Falvey Chloe M, O'Donovan Tracey R, El-Mashed Shereen, Nyhan Michelle J, O'Reilly Seamus, McKenna Sharon L
Cork Cancer Research Centre, University College Cork, Cork, Ireland.
Department of Oncology, Cork University Hospital, Cork, Ireland.
Oncotarget. 2017 Apr 4;8(14):23479-23491. doi: 10.18632/oncotarget.15182.

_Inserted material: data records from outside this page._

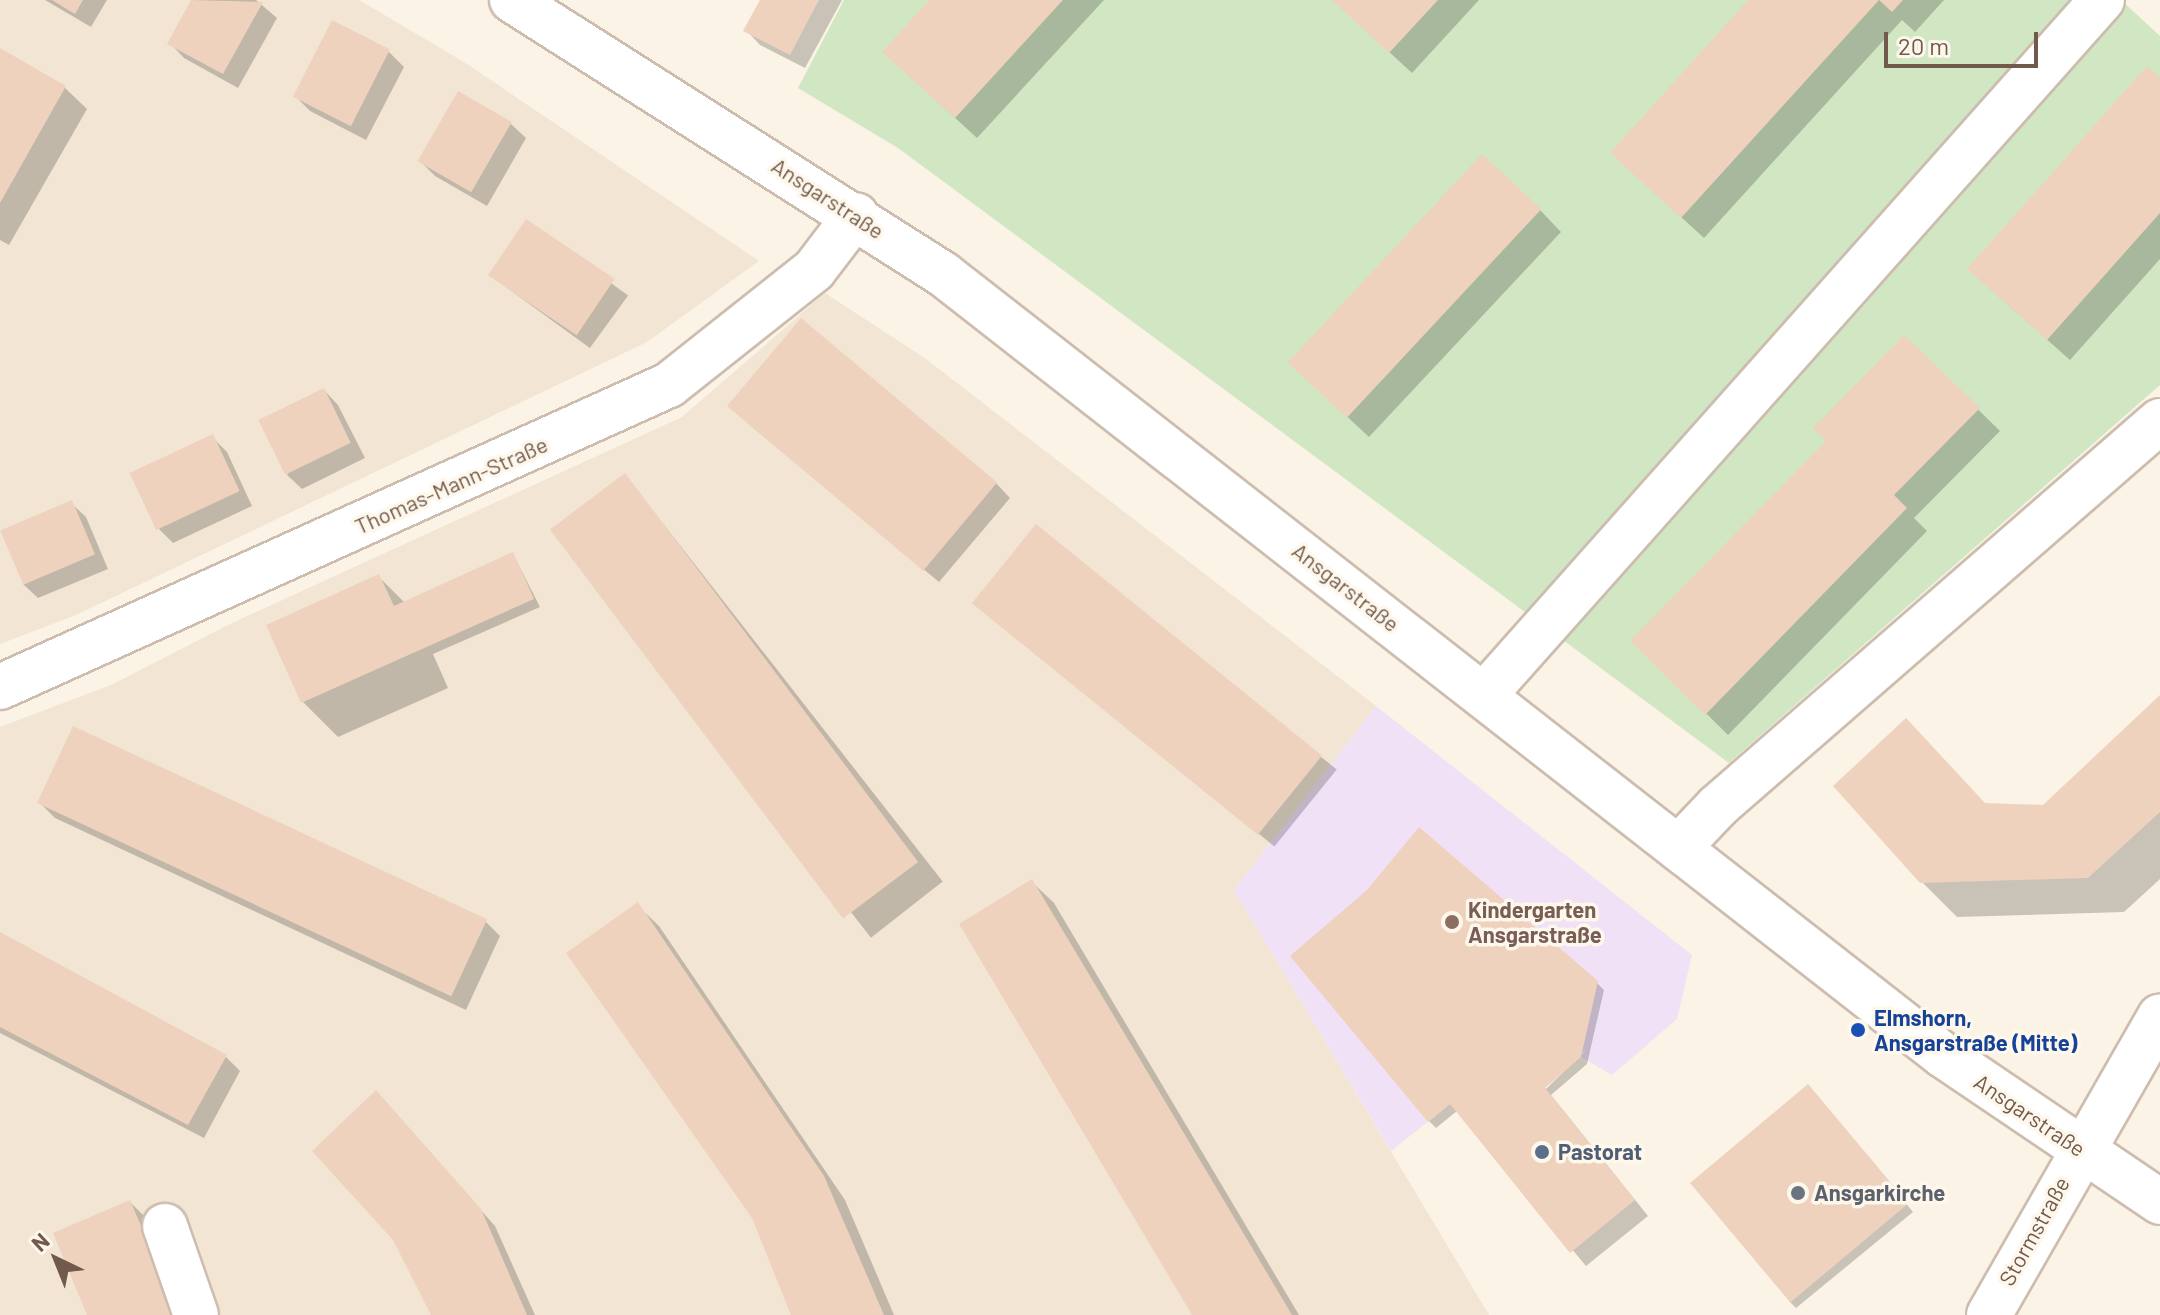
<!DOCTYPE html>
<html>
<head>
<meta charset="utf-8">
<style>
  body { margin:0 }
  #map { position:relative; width:2160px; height:1315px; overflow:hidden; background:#fbf3e5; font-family:Barlow,sans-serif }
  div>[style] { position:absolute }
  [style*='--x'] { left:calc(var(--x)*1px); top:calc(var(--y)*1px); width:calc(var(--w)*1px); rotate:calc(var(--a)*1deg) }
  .residential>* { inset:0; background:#f2e5d4 }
  .education>* { inset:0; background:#f0e1f7 }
  .green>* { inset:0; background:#d1e7c4 }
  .shadow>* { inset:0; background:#0003; transform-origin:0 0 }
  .building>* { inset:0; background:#eed2be; transform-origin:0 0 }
  .roads { filter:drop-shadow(2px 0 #cdbdaf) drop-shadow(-2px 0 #cdbdaf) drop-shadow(0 2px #cdbdaf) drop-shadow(0 -2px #cdbdaf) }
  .minor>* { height:44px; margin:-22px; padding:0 22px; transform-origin:22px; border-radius:22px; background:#fff }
  .dots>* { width:22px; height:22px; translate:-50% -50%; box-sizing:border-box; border:4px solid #fef7eb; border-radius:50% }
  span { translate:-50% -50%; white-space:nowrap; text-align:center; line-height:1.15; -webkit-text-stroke:7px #fef7eb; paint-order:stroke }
  .street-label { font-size:22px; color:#715a4c }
  .education-label { font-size:22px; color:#785e54; font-weight:700 }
  .left { translate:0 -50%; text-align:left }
  .transit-label { font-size:22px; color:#164399; font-weight:700 }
  .service-label { font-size:22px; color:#4e5e75; font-weight:700 }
  .worship-label { font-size:22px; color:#5b616d; font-weight:700 }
  .north { position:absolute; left:16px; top:1219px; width:80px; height:80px; -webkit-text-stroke:6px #fef7eb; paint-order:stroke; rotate:317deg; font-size:22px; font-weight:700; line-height:32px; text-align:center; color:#715a4c }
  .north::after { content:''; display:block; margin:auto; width:28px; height:36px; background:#715a4c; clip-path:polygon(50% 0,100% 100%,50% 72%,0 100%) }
  .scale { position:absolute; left:1884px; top:32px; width:154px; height:36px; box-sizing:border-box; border:4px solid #715a4c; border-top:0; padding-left:10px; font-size:24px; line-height:28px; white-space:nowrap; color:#715a4c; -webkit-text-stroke:6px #fef7eb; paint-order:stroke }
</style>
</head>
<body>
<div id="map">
  <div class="residential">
    <i style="clip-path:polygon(0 0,359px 0,464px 62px,759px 261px,647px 342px,76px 615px,0 644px)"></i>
    <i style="clip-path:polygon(825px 293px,926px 359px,1376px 706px,1234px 890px,1489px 1315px,0 1315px,0 727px,111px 685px,232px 623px,682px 417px)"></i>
  </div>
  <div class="education">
    <i style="clip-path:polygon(1376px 706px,1692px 955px,1677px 1019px,1612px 1075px,1581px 1057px,1515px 1052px,1391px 1151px,1234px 890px)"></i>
  </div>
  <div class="green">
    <i style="clip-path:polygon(844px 0,2121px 0,2160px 36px,2160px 385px,1729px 763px,898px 148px,798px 88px)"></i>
  </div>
  <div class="shadow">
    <i style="clip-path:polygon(45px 0,107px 0,91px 27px)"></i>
    <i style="clip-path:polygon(194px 0,256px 0,277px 18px,238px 88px,184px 58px,170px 43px)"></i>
    <i style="clip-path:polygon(762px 0,842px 0,805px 68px,760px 45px,746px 30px)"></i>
    <i style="clip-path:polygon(932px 0,1104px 0,977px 138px,906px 73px)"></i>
    <i style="clip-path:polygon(1333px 0,1479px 0,1412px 73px)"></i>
    <i style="clip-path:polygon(1752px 0,1944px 0,1915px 32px,1902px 20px,1704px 238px,1634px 174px)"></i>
    <i style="clip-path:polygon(333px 23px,389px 52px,404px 67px,366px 140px,310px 111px,295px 96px)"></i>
    <i style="clip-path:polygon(0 50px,65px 88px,87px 109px,9px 245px,0 240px)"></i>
    <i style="clip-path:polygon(2160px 81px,2160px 259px,2070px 360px,1991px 290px)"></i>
    <i style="clip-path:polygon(459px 94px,511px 124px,526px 138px,487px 206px,435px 176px,420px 161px)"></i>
    <i style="clip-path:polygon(1540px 210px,1561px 232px,1369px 437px,1312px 384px)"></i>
    <i style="left:527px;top:222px;width:125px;height:65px;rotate:36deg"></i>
    <i style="clip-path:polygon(1904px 337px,2000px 431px,1914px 518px,1927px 531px,1728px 735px,1633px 641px,1828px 441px)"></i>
    <i style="clip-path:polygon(324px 390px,338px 405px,365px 458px,302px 489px,287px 475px)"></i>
    <i style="clip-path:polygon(745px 421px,996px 483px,1010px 498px,939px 582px)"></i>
    <i style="clip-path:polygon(212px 437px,227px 452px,252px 506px,173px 543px,158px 528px)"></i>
    <i style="left:625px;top:475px;width:516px;height:91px;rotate:52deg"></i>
    <i style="clip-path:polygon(71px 503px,86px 517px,108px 569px,38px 598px,23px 584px)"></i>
    <i style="left:1036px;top:526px;width:387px;height:99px;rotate:39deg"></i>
    <i style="clip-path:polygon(513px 554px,540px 607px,433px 654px,448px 688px,338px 737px,303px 702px,379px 577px,405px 603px)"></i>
    <i style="clip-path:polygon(2160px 698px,2160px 879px,2124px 912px,1957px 917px,1921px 881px,1987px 805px,2044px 807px)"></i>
    <i style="clip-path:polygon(40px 803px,486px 922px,500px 936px,466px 1010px,55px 818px)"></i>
    <i style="clip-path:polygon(1032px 882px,1054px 903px,1299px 1315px,1194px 1315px)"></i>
    <i style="clip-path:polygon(637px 905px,659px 926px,845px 1200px,894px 1315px,793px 1315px)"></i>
    <i style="clip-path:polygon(0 933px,226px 1057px,240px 1071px,204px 1138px,0 1033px)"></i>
    <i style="clip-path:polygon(evenodd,1597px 983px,1604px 990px,1587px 1064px,1551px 1095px,1648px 1216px,1586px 1266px,1457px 1111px,1436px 1128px,1429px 1121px,1597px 983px,1587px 1049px,1546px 1089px,1544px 1086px,1587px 1049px)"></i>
    <i style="clip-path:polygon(1815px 1093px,1913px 1212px,1796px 1308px,1789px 1301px)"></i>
    <i style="clip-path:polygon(390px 1108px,495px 1226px,535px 1315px,433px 1315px)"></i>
    <i style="clip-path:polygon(130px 1202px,145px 1217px,186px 1315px,89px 1315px)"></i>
  </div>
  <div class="building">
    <i style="clip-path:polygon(52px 0,83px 0,75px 14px)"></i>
    <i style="clip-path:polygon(191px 0,263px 2px,223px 74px,167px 44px)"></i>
    <i style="clip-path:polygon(760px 0,819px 0,790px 55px,743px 31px)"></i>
    <i style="clip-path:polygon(929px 0,1063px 0,955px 118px,882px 52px)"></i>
    <i style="clip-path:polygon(1332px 0,1438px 0,1389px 53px)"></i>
    <i style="clip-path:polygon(1748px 0,1903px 0,1892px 12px,1879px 0,1681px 218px,1610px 153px)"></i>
    <i style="left:332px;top:20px;width:65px;height:86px;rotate:27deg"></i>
    <i style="clip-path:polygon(0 48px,66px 86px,0 203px)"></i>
    <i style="clip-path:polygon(2147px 66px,2160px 78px,2160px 213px,2047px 340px,1967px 269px)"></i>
    <i style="left:458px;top:91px;width:62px;height:81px;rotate:30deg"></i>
    <i style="left:1482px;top:154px;width:81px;height:285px;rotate:43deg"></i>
    <i style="left:526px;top:219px;width:107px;height:68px;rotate:34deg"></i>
    <i style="left:801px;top:318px;width:256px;height:115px;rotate:40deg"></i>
    <i style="clip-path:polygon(1904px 335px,1980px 408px,1894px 495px,1907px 508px,1705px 715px,1630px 641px,1826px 441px,1813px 428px)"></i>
    <i style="left:324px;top:388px;width:61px;height:73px;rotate:64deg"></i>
    <i style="left:213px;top:434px;width:63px;height:92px;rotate:65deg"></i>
    <i style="left:625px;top:473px;width:487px;height:94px;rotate:53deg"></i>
    <i style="left:72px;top:500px;width:59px;height:78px;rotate:67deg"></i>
    <i style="left:1036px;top:524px;width:368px;height:102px;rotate:39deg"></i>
    <i style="clip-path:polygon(513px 552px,534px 599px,301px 703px,266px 625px,379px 574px,394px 606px)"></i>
    <i style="clip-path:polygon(2160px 695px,2160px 812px,2088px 878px,1920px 883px,1833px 786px,1906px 718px,1985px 803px,2043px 805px)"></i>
    <i style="left:73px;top:726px;width:457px;height:85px;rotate:25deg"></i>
    <i style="clip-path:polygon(1419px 827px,1598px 981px,1581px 1057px,1545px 1088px,1635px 1200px,1570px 1253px,1450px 1104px,1428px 1122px,1290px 956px,1367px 890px)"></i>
    <i style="clip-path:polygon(1032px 879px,1160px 1093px,1292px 1315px,1192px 1315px,959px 924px)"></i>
    <i style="clip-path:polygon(638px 902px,824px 1176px,884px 1315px,791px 1315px,752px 1218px,566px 953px)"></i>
    <i style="clip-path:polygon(0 932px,227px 1055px,188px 1125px,0 1027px)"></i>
    <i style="left:1808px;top:1084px;width:156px;height:154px;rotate:50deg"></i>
    <i style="clip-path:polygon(376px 1090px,481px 1209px,527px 1315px,431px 1315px,393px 1240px,312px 1151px)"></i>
    <i style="clip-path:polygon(130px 1200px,179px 1315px,87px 1315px,53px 1233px)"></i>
  </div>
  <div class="roads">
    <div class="minor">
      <i style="--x:512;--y:0;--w:511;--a:32.45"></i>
      <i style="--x:943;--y:274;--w:1269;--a:37.99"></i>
      <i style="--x:1943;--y:1055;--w:262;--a:34.1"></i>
      <i style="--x:0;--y:687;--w:734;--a:-24.3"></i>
      <i style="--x:669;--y:385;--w:185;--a:-38.4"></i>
      <i style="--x:814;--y:270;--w:69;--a:-52.6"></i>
      <i style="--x:1484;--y:695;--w:930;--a:-48.36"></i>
      <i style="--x:1678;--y:848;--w:58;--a:-46.4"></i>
      <i style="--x:1718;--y:806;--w:586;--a:-41.06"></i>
      <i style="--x:165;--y:1226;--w:94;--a:70.8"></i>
      <i style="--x:1989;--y:1315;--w:344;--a:-60.2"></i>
    </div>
  </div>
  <div class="dots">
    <i style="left:1452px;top:922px;background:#8d6e63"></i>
    <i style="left:1858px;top:1030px;background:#1a4fb4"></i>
    <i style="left:1542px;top:1152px;background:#5c6f8a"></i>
    <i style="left:1798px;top:1193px;background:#6b7280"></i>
  </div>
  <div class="street-label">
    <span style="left:828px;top:198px;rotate:33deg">Ansgarstraße</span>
    <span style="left:451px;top:485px;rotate:-24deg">Thomas-Mann-Straße</span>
    <span style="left:1346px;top:587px;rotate:38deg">Ansgarstraße</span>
    <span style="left:2030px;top:1115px;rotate:34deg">Ansgarstraße</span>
    <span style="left:2034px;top:1231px;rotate:-61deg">Stormstraße</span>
  </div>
  <div class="education-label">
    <span class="left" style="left:1468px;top:922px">Kindergarten<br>Ansgarstraße</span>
  </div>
  <div class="transit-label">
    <span class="left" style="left:1874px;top:1030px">Elmshorn,<br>Ansgarstraße (Mitte)</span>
  </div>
  <div class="service-label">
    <span class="left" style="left:1558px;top:1152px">Pastorat</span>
  </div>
  <div class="worship-label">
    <span class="left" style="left:1814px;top:1193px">Ansgarkirche</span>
  </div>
  <div class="north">N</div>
  <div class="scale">20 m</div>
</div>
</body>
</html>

Esophageal cancer remains a poor prognosis cancer due to advanced stage of presentation and drug resistant disease. To understand the molecular mechanisms influencing response to chemotherapy, we examined genes that are differentially expressed between drug sensitive, apoptosis competent esophageal cancer cells (OE21, OE33, FLO-1) and those which are more resistant and do not exhibit apoptosis (KYSE450 and OE19). Members of the ISG15 (ubiquitin-like) protein modification pathway, including UBE2L6 and ISG15, were found to be more highly expressed in the drug sensitive cell lines. In this study, we evaluated the contribution of these proteins to the response of drug sensitive cells. Depletion of UBE2L6 or ISG15 with siRNA did not influence caspase-3 activation or nuclear fragmentation following treatment with 5-fluorouracil (5-FU). We assessed autophagy by analysis of LC3II expression and Cyto-ID staining. Depletion of either ISG15 or UBE2L6 resulted in enhanced endogenous autophagic flux. An increase in autophagic flux was also observed following treatment with cytotoxic drugs (5-FU, rapamycin). In ISG15 depleted cells, this increase in autophagy was associated with improved recovery of drug treated cells. In contrast, UBE2L6 depleted cells, did not show enhanced recovery. UBE2L6 may therefore influence additional targets that limit the pro-survival effect of ISG15 depletion. These data identify UBE2L6 and ISG15 as novel inhibitors of autophagy, with the potential to influence chemosensitivity in esophageal cancer cells.
由于食管癌就诊时多处于晚期且存在耐药性,其预后仍然较差。为了解影响化疗反应的分子机制,我们检测了在药物敏感、具有凋亡能力的食管癌细胞(OE21、OE33、FLO-1)与耐药且不表现凋亡的细胞(KYSE450和OE19)之间差异表达的基因。发现包括UBE2L6和ISG15在内的ISG15(泛素样)蛋白修饰途径的成员在药物敏感细胞系中表达更高。在本研究中,我们评估了这些蛋白对药物敏感细胞反应的作用。用小干扰RNA(siRNA)敲低UBE2L6或ISG15并不影响5-氟尿嘧啶(5-FU)处理后的半胱天冬酶-3激活或核碎裂。我们通过分析LC3II表达和Cyto-ID染色评估自噬。敲低ISG15或UBE2L6均导致内源性自噬通量增强。在用细胞毒性药物(5-FU、雷帕霉素)处理后也观察到自噬通量增加。在敲低ISG15的细胞中,自噬的这种增加与药物处理细胞的恢复改善相关。相比之下,敲低UBE2L6的细胞未显示恢复增强。因此,UBE2L6可能影响限制ISG15敲低的促生存作用的其他靶点。这些数据确定UBE2L6和ISG15为自噬的新型抑制剂,有可能影响食管癌细胞的化疗敏感性。